Walter Hinteler wrote:Foxfyre wrote:So is 'feeling responsible' sufficient?
No, not at all.
Foxfyre wrote:Should the son of the rail operator be supporting a Jewish family for the rest of his life to atone for the sins of the father?
I don't think so, and this was about the comapny's responsibility.
Foxfyre wrote: What is your personal responsibility?
It is
a) the same as any other German born past that time,
b) a more special since some great-aunt's in-laws were connected to the regime.

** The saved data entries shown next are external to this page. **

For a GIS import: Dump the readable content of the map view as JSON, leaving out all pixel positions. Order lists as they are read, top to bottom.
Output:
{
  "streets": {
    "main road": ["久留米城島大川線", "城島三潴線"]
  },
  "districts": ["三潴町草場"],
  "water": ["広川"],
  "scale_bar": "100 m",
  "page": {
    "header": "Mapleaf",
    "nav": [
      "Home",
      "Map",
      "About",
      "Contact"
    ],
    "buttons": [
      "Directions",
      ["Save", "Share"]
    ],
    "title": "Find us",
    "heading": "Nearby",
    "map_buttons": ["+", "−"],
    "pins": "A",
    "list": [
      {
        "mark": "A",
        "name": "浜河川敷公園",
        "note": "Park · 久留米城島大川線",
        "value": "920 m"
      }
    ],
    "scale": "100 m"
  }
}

Companies don't make decisions or do anything. People within the company do. Back during the 1970s, the Nestle Corporation was magnanimously giving free infant formula to poor African mothers who gratefully accepted it and fed it to their babies while their own mother's milk dried up. And when the mother could no longer feed her baby the natural way, Nestle then started charging for the forumla. Many mothers had no money to buy it and there was suddenly massive malnutrition for countless infants. When Nestle refused to cease and desist this horrendous practice, we in the USA were alerted by social workers in the field. We helped organize and carry out a massive boycott of Nestle products. Nestle makes an enormous variety of products, but we were able to get their attention. They ceased and desisted from that terrible practice. And with their new, more humane policies in place, we all started buying Nestle products again.

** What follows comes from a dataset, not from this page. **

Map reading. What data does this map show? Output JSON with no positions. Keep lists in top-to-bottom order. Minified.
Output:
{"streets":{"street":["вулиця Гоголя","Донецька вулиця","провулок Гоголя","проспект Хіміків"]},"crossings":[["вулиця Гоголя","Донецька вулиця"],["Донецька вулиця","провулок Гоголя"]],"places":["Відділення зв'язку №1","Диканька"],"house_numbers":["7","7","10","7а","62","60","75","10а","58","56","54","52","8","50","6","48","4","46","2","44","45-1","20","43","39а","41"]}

Nestle is now a fine, prosperous global corporation that provides a lot of great products and employs hundreds of thousands of people all over the world. Should the current management and employees be forever responsible for unscrupulous marketing done by people 30 years ago? Will the next generation be personally liable for any screw ups or bad choices made by somebody in the company now?

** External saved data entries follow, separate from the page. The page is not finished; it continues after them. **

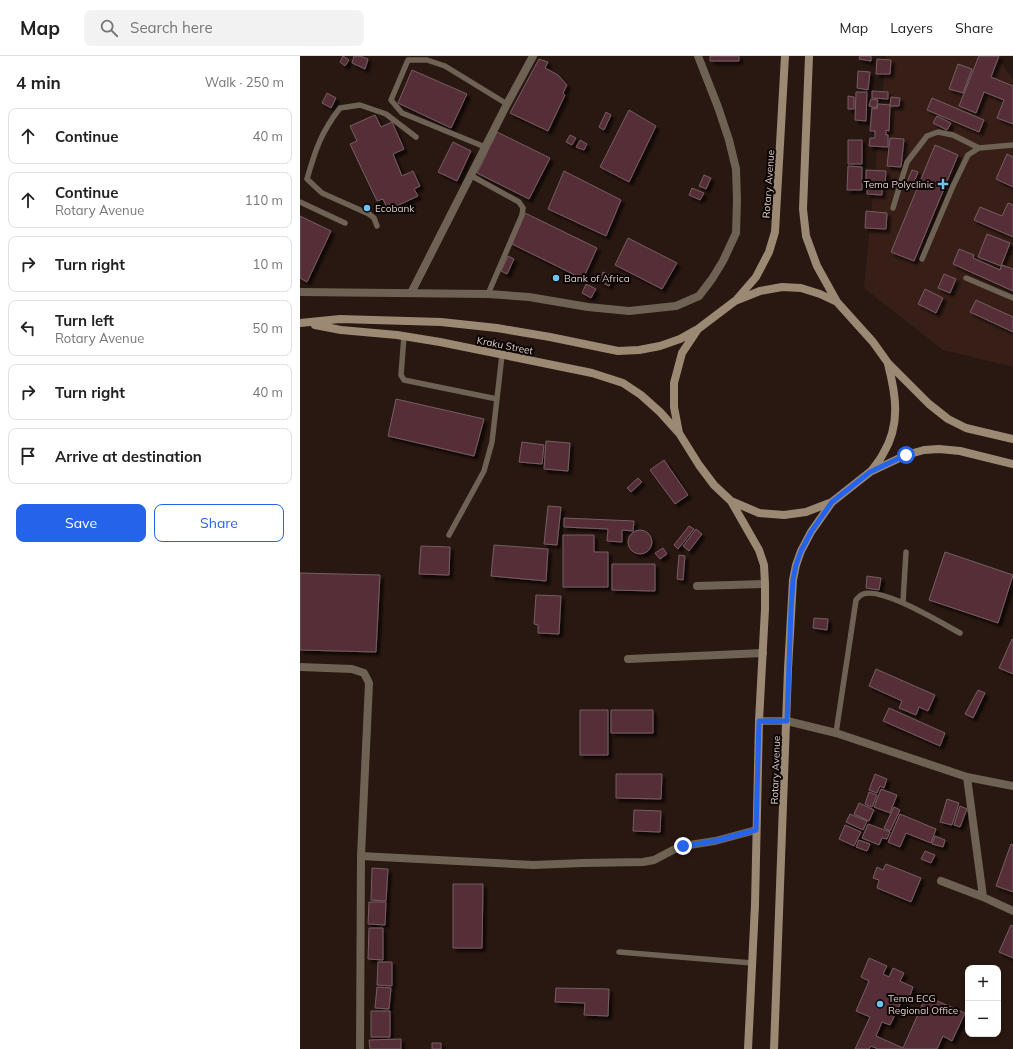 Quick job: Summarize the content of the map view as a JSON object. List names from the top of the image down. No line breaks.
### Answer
{"streets":{"main road":["Rotary Avenue","Kraku Street"]},"places":{"health":["Tema Polyclinic"],"other":["Ecobank","Bank of Africa","Tema ECG Regional Office"]},"page":{"header":"Map","search":"Search here","nav":["Map","Layers","Share"],"heading":["4 min","Walk · 250 m"],"list":[["Continue","40 m"],["Continue","Rotary Avenue","110 m"],["Turn right","10 m"],["Turn left","Rotary Avenue","50 m"],["Turn right","40 m"],"Arrive at destination"],"buttons":["Save","Share"],"map_buttons":["+","−"]}} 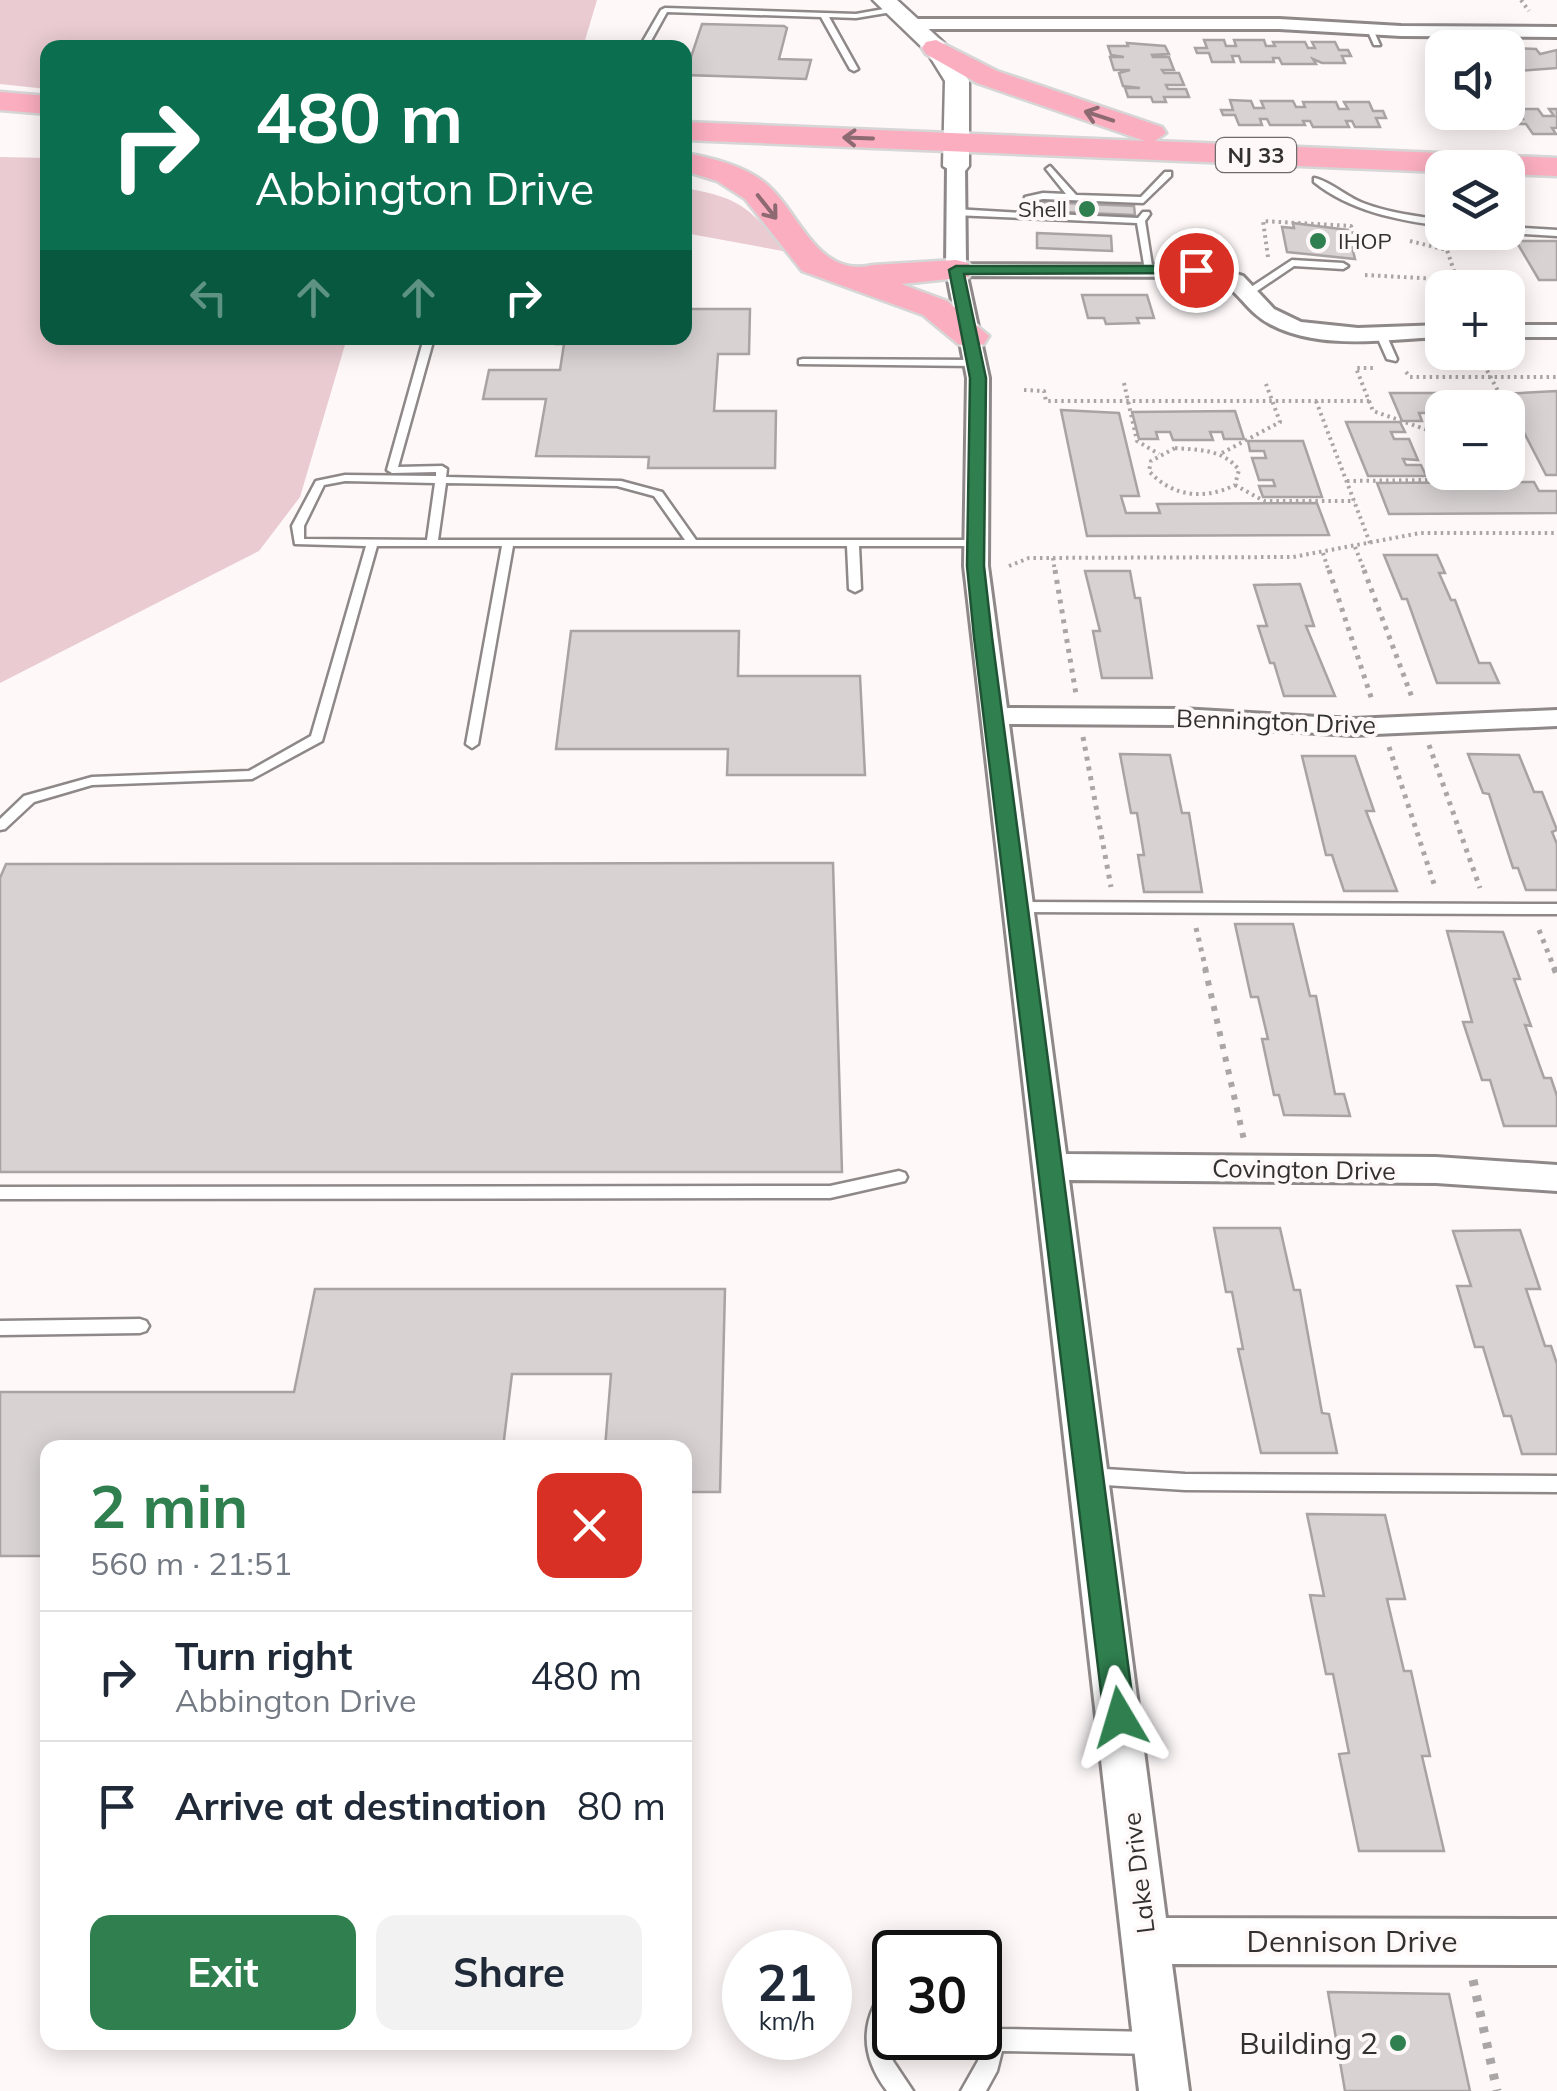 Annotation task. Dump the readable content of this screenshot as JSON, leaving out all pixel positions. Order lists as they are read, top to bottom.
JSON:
{
  "streets": {
    "highway": ["NJ 33"],
    "street": [
      "Bennington Drive",
      "Covington Drive",
      "Lake Drive",
      "Dennison Drive"
    ]
  },
  "crossings": [
    ["NJ 33", "Lake Drive"],
    ["Bennington Drive", "Lake Drive"],
    ["Covington Drive", "Lake Drive"],
    ["Lake Drive", "Dennison Drive"]
  ],
  "places": ["Shell", "IHOP", "Building 2"],
  "page": {
    "map_buttons": ["+", "−"],
    "turn": ["480 m", "Abbington Drive"],
    "heading": ["2 min", "560 m · 21:51"],
    "list": [
      {
        "name": "Turn right",
        "note": "Abbington Drive",
        "value": "480 m"
      },
      {
        "name": "Arrive at destination",
        "value": "80 m"
      }
    ],
    "buttons": ["Exit", "Share"],
    "speed": "21 km/h",
    "limit": "30"
  }
}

It seems to me that people and companies and countrys that recognize the error of their ways and repent--i.e. change their bad policies to good policies--should be commended, not forever despised. This most especially should apply to people and companies and nations that had nothing to do with bad choices made by their predecessors.
Compared to many if not most nations of the world and their own history, Israel does pretty darn well in enforcing human rights and democratic principles. I think they deserve far more praise than criticism for that.